The only other strangers to come down the bayou are selling religion or some kind of sustenance for the emotions or the heart. To the five hundred or so residents of Bayou du Large, and most other South Louisiana bayou towns, such people are nettling, an irritant reminding them of the precariousness of their lives as thecontemporary world, ordinarily visible only on their TV sets, now encroaches with greater frequency, generally from the north. Then, from the south come the Gulf's waters. Both are on the verge of sweeping away the lives of these people.
It had been ten years since I had driven down the oyster shell-lined road along the bayou. Both the road and the bayou begin on the Gulf side of Houma, dividing flat land cleared for sugarcane, both traveling straight south. Then they undulate sinuously across the land, and the road -- which came long after the bayou -- is hard put to keep up with the bayou's sensuality, pitched too hard into its curves, sometimes seeming to stumble right into its slow water.
The fields give way to palmetto scrub as the bayou winds toward the Gulf and the fishermen's houses and boats begin to cluster its edges like oysters on a reef. Things are messy down here. Rusting engines, smashed up cars, metal struts, tanks, all sorts of stuff that are hard to figure out, line the road on the bayou side.

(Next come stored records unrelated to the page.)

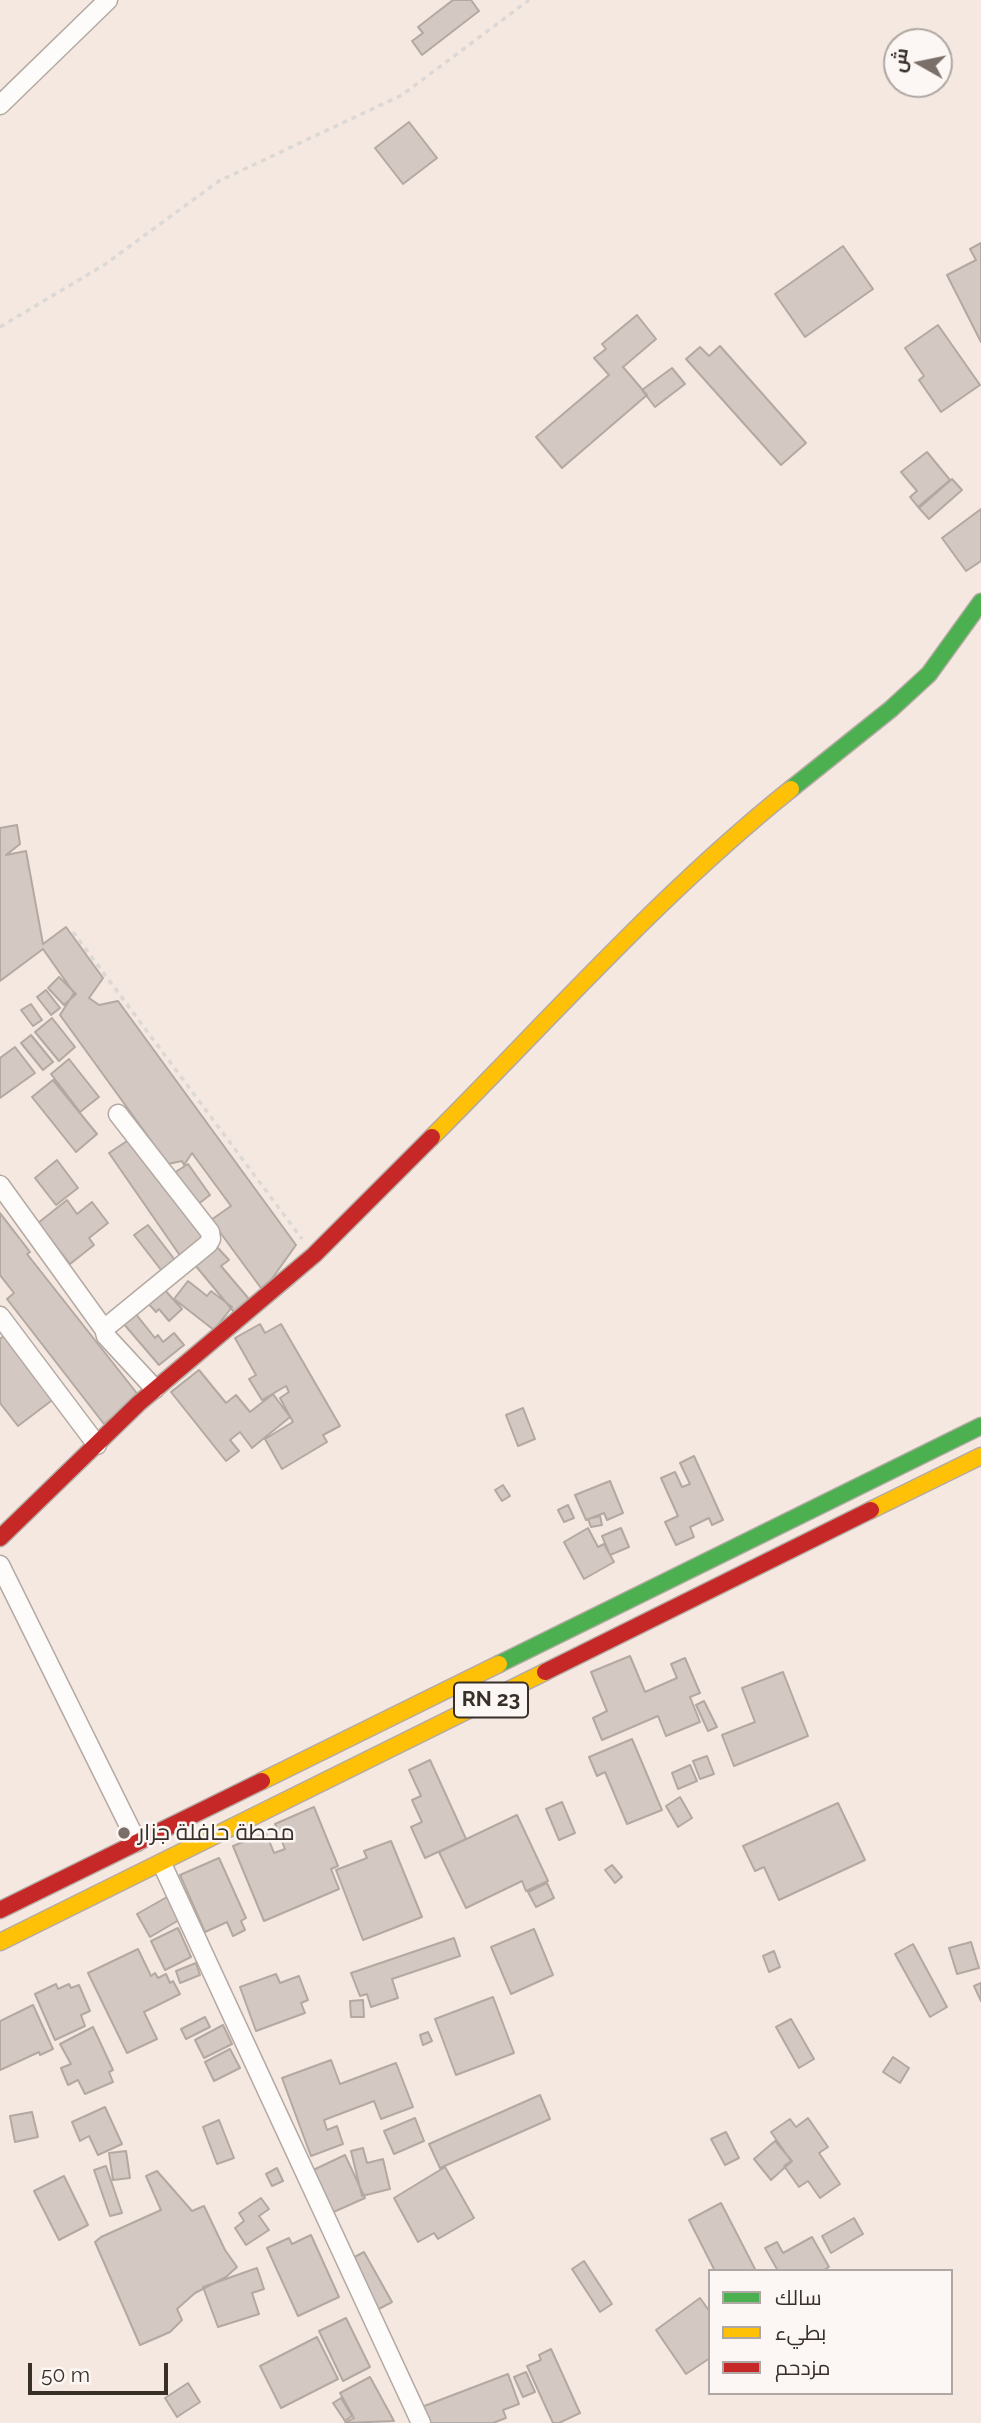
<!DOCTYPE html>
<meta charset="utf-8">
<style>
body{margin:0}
#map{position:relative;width:981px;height:2423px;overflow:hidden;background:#f5e8e0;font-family:Raleway,Cairo,sans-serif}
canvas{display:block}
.legend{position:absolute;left:708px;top:2269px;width:245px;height:126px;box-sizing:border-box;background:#fcf7f4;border:2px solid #aea7a3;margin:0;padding:9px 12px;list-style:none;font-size:21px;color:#382f29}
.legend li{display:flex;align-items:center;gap:14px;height:35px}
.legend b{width:35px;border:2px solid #aea7a3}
.north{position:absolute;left:883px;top:28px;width:70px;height:70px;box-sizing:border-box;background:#fcf7f4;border:2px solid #aea7a3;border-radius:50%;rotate:279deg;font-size:19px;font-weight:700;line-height:28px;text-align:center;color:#382f29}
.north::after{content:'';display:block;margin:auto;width:24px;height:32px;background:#7a7069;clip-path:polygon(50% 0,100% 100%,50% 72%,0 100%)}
.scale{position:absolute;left:28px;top:2363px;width:140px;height:32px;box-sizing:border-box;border:4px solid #382f29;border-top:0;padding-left:9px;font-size:21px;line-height:24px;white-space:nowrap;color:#382f29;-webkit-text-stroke:5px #fcf7f4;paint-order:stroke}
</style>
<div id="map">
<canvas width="981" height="2423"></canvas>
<ul class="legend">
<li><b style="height:9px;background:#4caf50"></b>سالك</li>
<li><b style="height:9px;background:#ffc107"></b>بطيء</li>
<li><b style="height:9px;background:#c62828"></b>مزدحم</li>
</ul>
<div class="north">ش</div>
<div class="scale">50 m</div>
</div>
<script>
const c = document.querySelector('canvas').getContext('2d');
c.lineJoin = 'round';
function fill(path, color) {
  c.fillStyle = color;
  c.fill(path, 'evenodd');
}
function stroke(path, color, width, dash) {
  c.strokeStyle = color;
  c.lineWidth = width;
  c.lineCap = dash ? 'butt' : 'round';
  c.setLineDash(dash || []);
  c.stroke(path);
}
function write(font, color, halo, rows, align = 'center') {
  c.font = font + ' Raleway,Cairo,sans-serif';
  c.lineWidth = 5;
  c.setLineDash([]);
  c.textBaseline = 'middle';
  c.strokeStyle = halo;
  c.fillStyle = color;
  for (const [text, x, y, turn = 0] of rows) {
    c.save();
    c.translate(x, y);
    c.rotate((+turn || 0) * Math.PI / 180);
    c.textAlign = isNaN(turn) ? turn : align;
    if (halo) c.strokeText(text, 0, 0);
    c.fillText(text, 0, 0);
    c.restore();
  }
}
const building = new Path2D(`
 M453,0H471L479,11L422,55L412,41L423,33L418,27Z
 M409,122L437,158L403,184L375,148Z
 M981,243V342L947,275L976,260L970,249Z
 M843,246L873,289L805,337L775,294Z
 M637,315L656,339L623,367L647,395L562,468L536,437L609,375L594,358L606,349L602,344Z
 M938,325L980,385L941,412L919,380L924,376L905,348Z
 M720,346L806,443L781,465L686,359L700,347L709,356Z
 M672,368L685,384L655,407L642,390Z
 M927,452L950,480L918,507L910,497L917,491L901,472Z
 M952,479L962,490L929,519L919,508Z
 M981,509V561L966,571L942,538Z
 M17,825L20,844L6,855L26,851L43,944L66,927L103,978L89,998L99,1005L118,1001L296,1245L271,1280L261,1288L211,1220L231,1206L192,1153L184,1165L182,1161L168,1164L60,1015L74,993L43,949L0,981V828Z
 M59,977L76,994L64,1005L48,988Z
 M46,990L60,1008L51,1015L37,997Z
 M31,1004L42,1020L33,1026L21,1010Z
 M52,1018L75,1047L59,1061L35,1032Z
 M31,1035L53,1062L43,1070L21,1043Z
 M15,1047L35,1073L0,1098V1058Z
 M69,1059L99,1097L80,1112L51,1074Z
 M53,1080L97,1134L76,1152L32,1097Z
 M133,1137L204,1240L181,1257L109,1153Z
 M57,1160L78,1188L56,1205L35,1178Z
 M188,1164L210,1195L197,1205L174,1173Z
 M67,1200L77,1214L92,1202L108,1223L89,1238L94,1245L70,1264L38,1223Z
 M0,1213L30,1252L27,1254L139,1396L104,1424L7,1299L14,1293L0,1275Z
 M148,1225L178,1264L165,1275L134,1235Z
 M217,1247L229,1260L221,1266L249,1299L234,1312L195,1265Z
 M188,1281L207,1296L211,1291L232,1307L214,1330L174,1299Z
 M163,1288L182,1309L169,1321L159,1309L156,1312L147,1302Z
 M135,1313L155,1338L158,1335L163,1342L174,1333L184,1345L159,1365L123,1323Z
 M260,1324L265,1333L281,1324L340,1426L323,1435L327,1442L282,1469L265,1439L293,1422L280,1398L289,1392L286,1386L262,1400L249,1379L256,1375L235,1338Z
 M6,1334L55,1398L18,1426L0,1403V1339Z
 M199,1370L226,1403L236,1395L250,1412L273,1394L290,1417L252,1448L240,1432L230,1440L239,1451L226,1461L171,1392Z
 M523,1408L535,1439L518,1446L506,1415Z
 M694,1456L723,1520L712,1525L709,1518L690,1527L694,1537L676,1545L665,1522L678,1516L661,1478L675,1472L682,1487L690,1484L680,1463Z
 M610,1481L623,1513L607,1520L604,1513L586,1520L575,1495Z
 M503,1485L510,1496L502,1501L495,1490Z
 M568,1505L574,1518L564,1522L558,1510Z
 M600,1516L602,1525L591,1527L588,1519Z
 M588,1528L598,1547L604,1544L614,1562L584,1579L564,1542Z
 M621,1528L629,1547L610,1555L602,1536Z
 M630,1656L645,1692L677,1678L671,1664L685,1658L700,1693L690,1697L700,1722L666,1736L658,1716L602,1740L593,1718L607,1711L591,1672Z
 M783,1672L808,1736L734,1766L722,1735L755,1722L742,1688Z
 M704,1701L717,1727L708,1731L696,1705Z
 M632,1739L662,1810L627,1824L605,1772L597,1776L589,1757Z
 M707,1756L714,1774L700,1779L693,1761Z
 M430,1760L466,1839L425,1858L411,1827L422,1822L412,1800L421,1796L409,1770Z
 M690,1765L697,1781L678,1789L672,1773Z
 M680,1797L692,1818L678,1827L666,1806Z
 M562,1802L575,1833L559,1840L546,1809Z
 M838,1803L865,1860L779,1900L764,1867L755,1871L743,1846Z
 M314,1807L338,1866L331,1869L339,1889L264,1921L233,1846L266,1833L274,1853L285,1849L275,1824Z
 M517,1815L548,1881L526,1891L522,1881L466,1908L439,1852Z
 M391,1841L422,1917L363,1940L336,1870L367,1858L364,1851Z
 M219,1858L246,1918L241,1921L245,1930L233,1936L227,1922L205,1932L180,1875Z
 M612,1865L622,1877L615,1883L605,1870Z
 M547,1883L554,1898L536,1907L528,1892Z
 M167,1897L179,1920L150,1937L137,1914Z
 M178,1928L191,1957L165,1970L151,1941Z
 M534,1929L553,1975L511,1994L491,1947Z
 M454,1938L460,1956L392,1979L398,1998L371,2007L367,1994L360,1996L351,1973Z
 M971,1942L979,1968L957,1974L949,1948Z
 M913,1944L947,2007L930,2017L895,1954Z
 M138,1949L151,1976L155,1973L158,1978L166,1974L170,1983L173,1981L180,1994L144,2012L157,2039L127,2053L88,1973Z
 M774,1951L780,1967L769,1972L763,1956Z
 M196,1963L200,1975L180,1983L176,1971Z
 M276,1974L280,1983L299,1976L308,2000L301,2003L305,2013L256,2031L240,1987Z
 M981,1983V2001L974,1986Z
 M56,1984L58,1989L69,1984L71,1988L79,1985L90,2011L81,2015L85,2026L55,2040L35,1994Z
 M493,1997L514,2053L456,2075L435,2019Z
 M363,2000L364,2017H351L350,2001Z
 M33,2005L53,2049L40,2055L39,2052L0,2070V2021Z
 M205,2017L210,2027L186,2039L181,2029Z
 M791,2019L814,2059L799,2068L776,2027Z
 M223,2025L232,2044L204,2058L195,2040Z
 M93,2027L113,2070L109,2072L113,2082L85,2094L78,2080L68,2085L61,2068L71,2064L60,2044Z
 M428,2032L432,2041L423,2045L420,2035Z
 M230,2049L240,2068L214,2081L205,2062Z
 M893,2057L909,2068L900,2083L883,2072Z
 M331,2060L340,2084L396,2063L413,2107L381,2119L374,2101L324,2120L327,2130L337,2126L343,2144L311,2156L282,2078Z
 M540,2095L550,2119L440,2168L429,2144Z
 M105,2107L122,2144L98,2155L89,2136L80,2141L72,2122Z
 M32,2112L38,2137L15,2142L10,2116Z
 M415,2118L424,2141L394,2154L384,2131Z
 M808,2118L828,2147L819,2153L840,2184L820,2198L808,2181L799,2187L784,2166L791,2161L771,2132L790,2119L796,2127Z
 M219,2120L234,2158L217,2164L203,2127Z
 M726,2132L739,2158L725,2165L711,2139Z
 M775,2141L792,2161L771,2180L754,2159Z
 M363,2148L367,2163L383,2159L390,2189L362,2196L351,2151Z
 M126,2151L130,2178L113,2180L109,2153Z
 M345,2155L365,2198L329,2214L309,2172Z
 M106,2166L122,2213L110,2216L94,2170Z
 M445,2167L474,2218L438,2239L434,2233L418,2242L394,2198Z
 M277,2168L283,2181L272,2186L266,2174Z
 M157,2171L192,2211L204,2206L225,2250L237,2267L226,2277L195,2293L177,2309L182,2320L170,2332L140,2345L95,2242L101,2237L161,2210L146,2176Z
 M64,2176L88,2225L59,2240L34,2191Z
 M261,2198L269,2209L259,2216L269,2230L246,2245L235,2228L244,2221L239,2213Z
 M721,2203L756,2271H715L689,2220Z
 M854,2218L863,2234L831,2253L822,2236Z
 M311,2235L339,2297L298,2316L267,2248L289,2238L292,2244Z
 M812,2237L829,2267L822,2271H778L765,2248L777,2242L783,2253Z
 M364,2252L392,2302L375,2311L347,2261Z
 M584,2261L612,2304L600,2312L572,2269Z
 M257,2268L264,2289L252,2293L259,2314L218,2327L203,2287Z
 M700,2298L710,2312V2358L686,2374L656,2330Z
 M346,2318L370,2367L343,2381L319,2331Z
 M317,2337L338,2379L281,2408L260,2366Z
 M551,2349L580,2413L559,2423H553L527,2366L541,2360L539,2355Z
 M526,2372L535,2392L523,2397L514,2377Z
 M508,2374L519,2404L503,2410L506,2418L493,2423H424L419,2408Z
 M370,2377L394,2421L345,2423L354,2418L340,2393Z
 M188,2383L200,2402L177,2417L165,2398Z
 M341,2398L352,2416L345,2421L333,2403Z`);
const path = new Path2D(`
 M0,327L104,265L219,181L402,95L529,0
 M73,932L302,1239`);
const street = new Path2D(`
 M0,105L108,0
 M118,1114L210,1232L211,1239L208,1244L104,1329L106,1336L155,1389
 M0,1185L104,1329
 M0,1316L97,1445
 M0,1565L137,1842
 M162,1864L421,2423`);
const fast = new Path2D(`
 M791,789L891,709L929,674L981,602
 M499,1664L981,1426`);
const slow = new Path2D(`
 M432,1137C550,1019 661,893 791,789
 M871,1510L981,1456
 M262,1781L499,1664
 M0,1942L545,1672`);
const jam = new Path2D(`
 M0,1538L139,1403L314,1255L432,1137
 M545,1672L871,1510
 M0,1910L262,1781`);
const markers = [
 [124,1833,7,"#7a7069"]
];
const shields = [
 [491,1700,74]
];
const shieldNames = [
 ["RN 23",491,1700]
];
const poiNames = [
 ["محطة حافلة جزار",138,1833]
];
fill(building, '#d3c9c2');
stroke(building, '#b3a9a2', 2);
stroke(street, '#b4aaa4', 21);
stroke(fast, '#b4aaa4', 19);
stroke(slow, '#b4aaa4', 19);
stroke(jam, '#b4aaa4', 19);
stroke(path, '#dcd8d6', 3.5, [5, 5]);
stroke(street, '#fefcfa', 18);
stroke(fast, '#4caf50', 16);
stroke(slow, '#ffc107', 16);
stroke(jam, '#c62828', 16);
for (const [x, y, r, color] of markers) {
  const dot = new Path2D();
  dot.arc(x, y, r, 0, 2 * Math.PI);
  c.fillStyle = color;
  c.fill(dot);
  stroke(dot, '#fcf7f4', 2.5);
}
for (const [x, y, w] of shields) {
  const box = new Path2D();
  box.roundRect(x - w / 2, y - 17.5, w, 35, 5);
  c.fillStyle = '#fcf7f4';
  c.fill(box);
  stroke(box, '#382f29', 2);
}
write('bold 21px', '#382f29', null, shieldNames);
write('23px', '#382f29', '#fcf7f4', poiNames, 'left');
</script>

Abandoned shrimpers and luggers lurch up on the banks like they plowed right into the mud after a bad night. Their carcasses rot fast, turning muddy and green. Down here, people don't get nostalgic about boats. Their lives depend on them; when the stem keels and ribs begin to rot, they're through -- stripped of their equipment and set out to die. Planking is another matter; it can be replaced. On the other side of the bayou, naked Lafitte skiffs, with a woman's curves in the bows and a big square tail, lie upside down with ribs bare waiting for new cypresses. During winters, older men up and down the bayou caress designs for their boats with pencils onto paper napkins over supper and lay them out on crawfish-chimneyed lawns early in the spring. Young men buy fiberglass.
Down by the shrimp processing plant, tilting into the bayou where Falgout Canal meets Bayou du Large, a developer has gotten hold of a chunk of sugarcane field. Big square fishing camps up on stilts, ready for future hurricanes, dot the cane stubble. Their plastic clapboards are painted suburban America colors and they have green tin roofs. They look strong and foreign.
But the house across the street is Jeffs, not Jim's, and when I get out of my car and crunch across the shells toward it, he stirs up on the balcony, and comes to the rail, leaving the blond woman he has been sitting next to on the old car seat up there that they use for a couch. I feel uneasy under his hardening eyes. I tell him who I am, that I wrote a book some twenty years ago that mentioned his uncle.
Jeff's face transforms like an invisible hand peeling a mask from it. "Why, I remember you," he says, a softer light now in place of the glare. "I was a kid when you was here. I remember that time you came back from Buckskin Bayou. I was standin' right over there and everyone was talkin' about the fella from up north that went dredgin' with James." I don't remember Jeff. I remember a lot of kids scampering around then, mostly Willie Junior, because he loved oysters so much. Now Jeff is twenty-seven with a house of his own -- a big one on stilts, a woman, and at least one child, judging from the toys scattered about.
The woman comes to the railing. She is slender and wears a gold-plated necklace and earrings. "I didn't know your uncle was in a book," she exclaims. "Why didn't you tell me?" Jeff looks kind of embarrassed, then irritated, and then tells her that he thinks his aunt Rachel has a copy somewhere. I don't know if she and Jeff are married but she seems to be living in the house. She says she is from Houma, a city of 30,000 about twenty minutes north of Bayou du Large. She says she never knew that Bayou du Large and its little world of oyster luggers, oystermen, and marsh life existed until four years ago when she met Jeff at a dance. Jeff gives her another irritated look for some reason, maybe because he, like too many bayou dwellers, knows that people here don't quite fit into the rest of America.